Had this very loud, long and animated discussion with some friends concerning the ranking system used by KungFu practioneers, I knew it was not belts but sashes, that is the extent of my knowledge..One said they used the same color system as Karate..I disagree..Could someone PLEASE help?? Is it the same for Northern and Southern disciplines??Thanks to all in advance.. 

Drac


----------



## Jade Tigress (Aug 3, 2006)

Don't know much about it myself. Can only tell you what I have experienced in the only 2 kung fu schools I've been to, except to confirm it is sashes and not belts, that they don't follow any standardized ranking system, and some don't rank at all. 
(Correct me if I'm wrong my more experienced CMA friends). 

My first school:
(sashes)
white - yellow - green - blue - brown - black - and red for Sifu's

My current school:
Black rope - white (sash) - yellow - advanced yellow - green - advanced green - blue - advanced blue - brown - advanced brown - red - advanced red - black


----------



## Xue Sheng (Aug 3, 2006)

Most traditional Kung fu schools have no color belt/sash ranking system at all as far as I know. And I have never seen a Northern style with one. But that does not mean they do not exist. 

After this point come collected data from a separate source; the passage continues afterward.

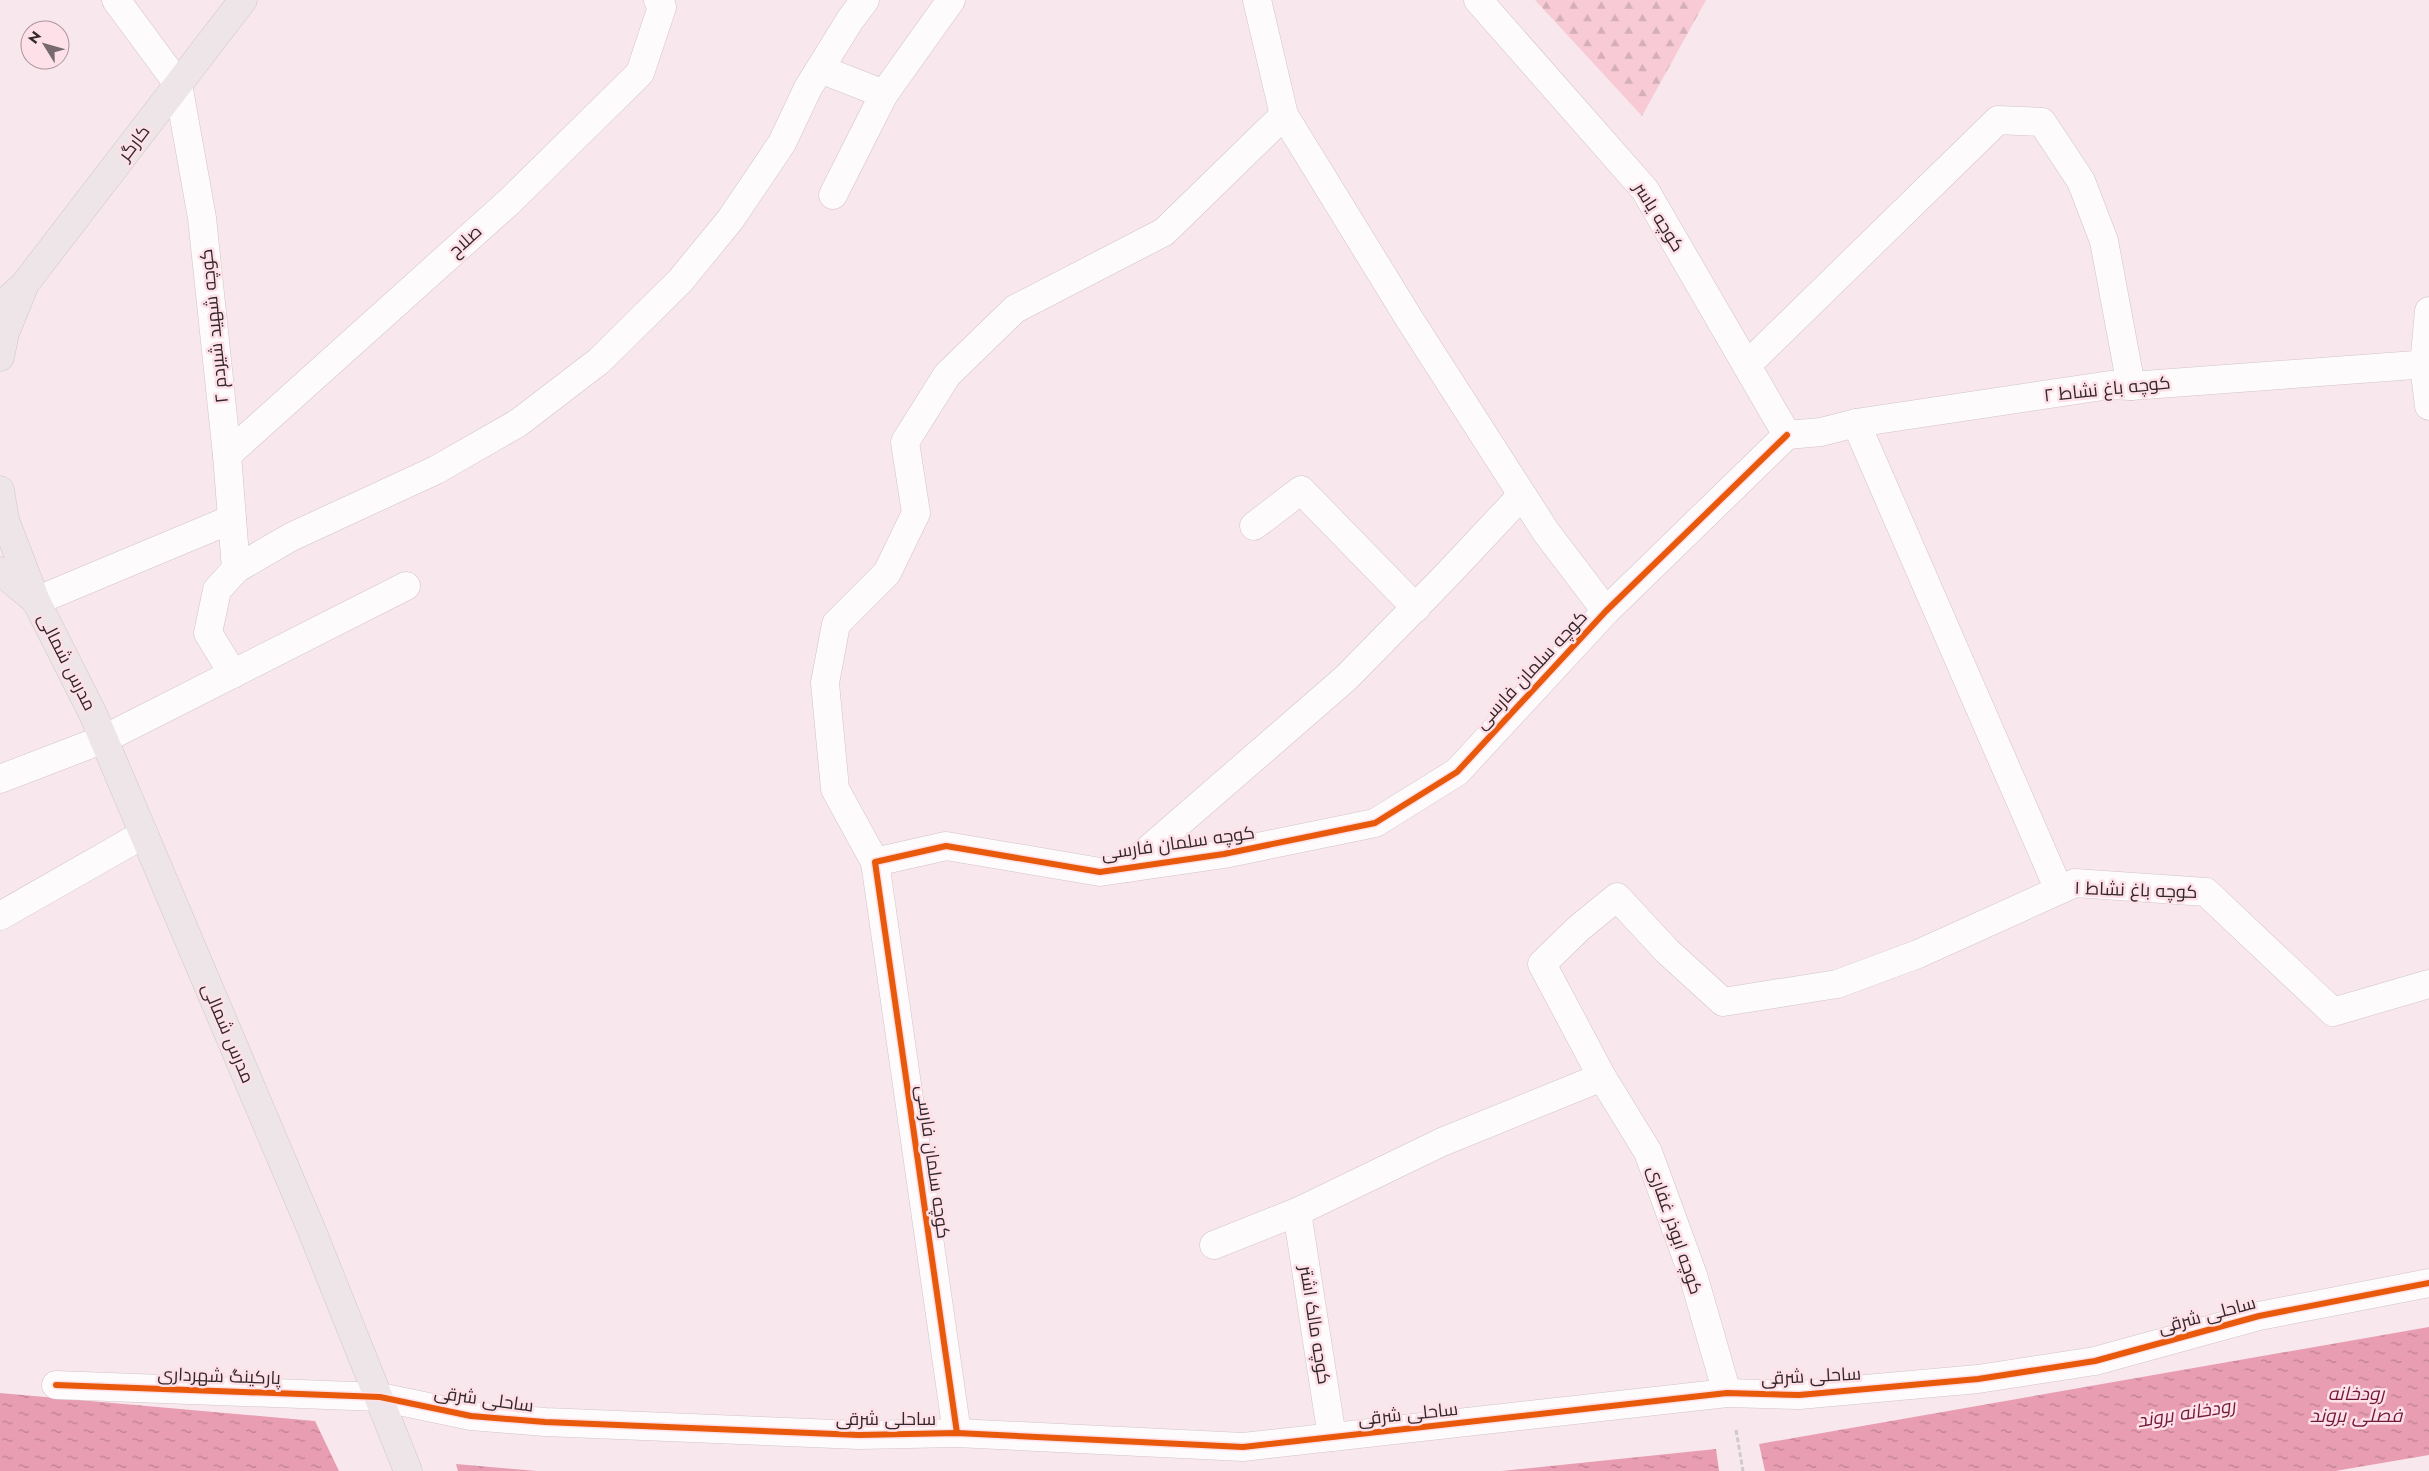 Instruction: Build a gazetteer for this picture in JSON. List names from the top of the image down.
{
  "streets": {
    "main road": ["کارگر", "مدرس شمالی"],
    "street": [
      "کوچه یاسر",
      "صلاح",
      "کوچه شهید شیردم ۲",
      "کوچه باغ نشاط ۲",
      "کوچه سلمان فارسی",
      "کوچه باغ نشاط ۱",
      "کوچه ابوذر غفاری",
      "ساحلی شرقی",
      "کوچه مالک اشتر",
      "پارکینگ شهرداری"
    ]
  },
  "crossings": [
    ["کارگر", "کوچه شهید شیردم ۲"],
    ["کوچه یاسر", "کوچه باغ نشاط ۲"],
    ["کوچه یاسر", "کوچه سلمان فارسی"],
    ["صلاح", "کوچه شهید شیردم ۲"],
    ["کوچه باغ نشاط ۲", "کوچه سلمان فارسی"],
    ["مدرس شمالی", "ساحلی شرقی"],
    ["مدرس شمالی", "پارکینگ شهرداری"],
    ["کوچه سلمان فارسی", "ساحلی شرقی"],
    ["کوچه باغ نشاط ۱", "کوچه ابوذر غفاری"],
    ["کوچه ابوذر غفاری", "ساحلی شرقی"],
    ["ساحلی شرقی", "کوچه مالک اشتر"],
    ["ساحلی شرقی", "پارکینگ شهرداری"]
  ],
  "water": ["رودخانه فصلی بروند", "رودخانه بروند"],
  "north": "top left"
}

And those that do I highly doubt the colors are the same since you can see different color ranking system between Jujitsu and Karate TDK and Judo, Karate and karate, etc.


----------



## mantis (Aug 3, 2006)

every school uses a totally different ranking system.  in chinese martial arts colors of shashes do not mean anything.  To they should only mean 'how long' u've been going to class.. However genenrally you get light or bright colors when you're a beginner, darker colors in intermediate and they you'll get a brown->black.

btw, this is not related to your question exactly.  but i read somewhere that the history of belts started as follows: old basic chinese wrestler would only wash their clothes but not the belts.  the 'dirtier' your belt is the more experienced you are.  if you wash your belt it means you washed away what you have learned.  that's why the darker it is, the better you are until you eventually get it 'black' from wrestling in mud.


----------



## clfsean (Aug 3, 2006)

Xue Sheng said:
			
		

> Most traditional Kung fu schools have no color belt/sash ranking system at all as far as I know. And I have never seen a Northern style with one. But that does not mean they do not exist.



What he said.

Traditionally there was the teacher or the student. You knew who you were & where you were in the class. You always had big brothers & sisters (si hing & si jie), unless you're the very first student & again... you knew where you were. 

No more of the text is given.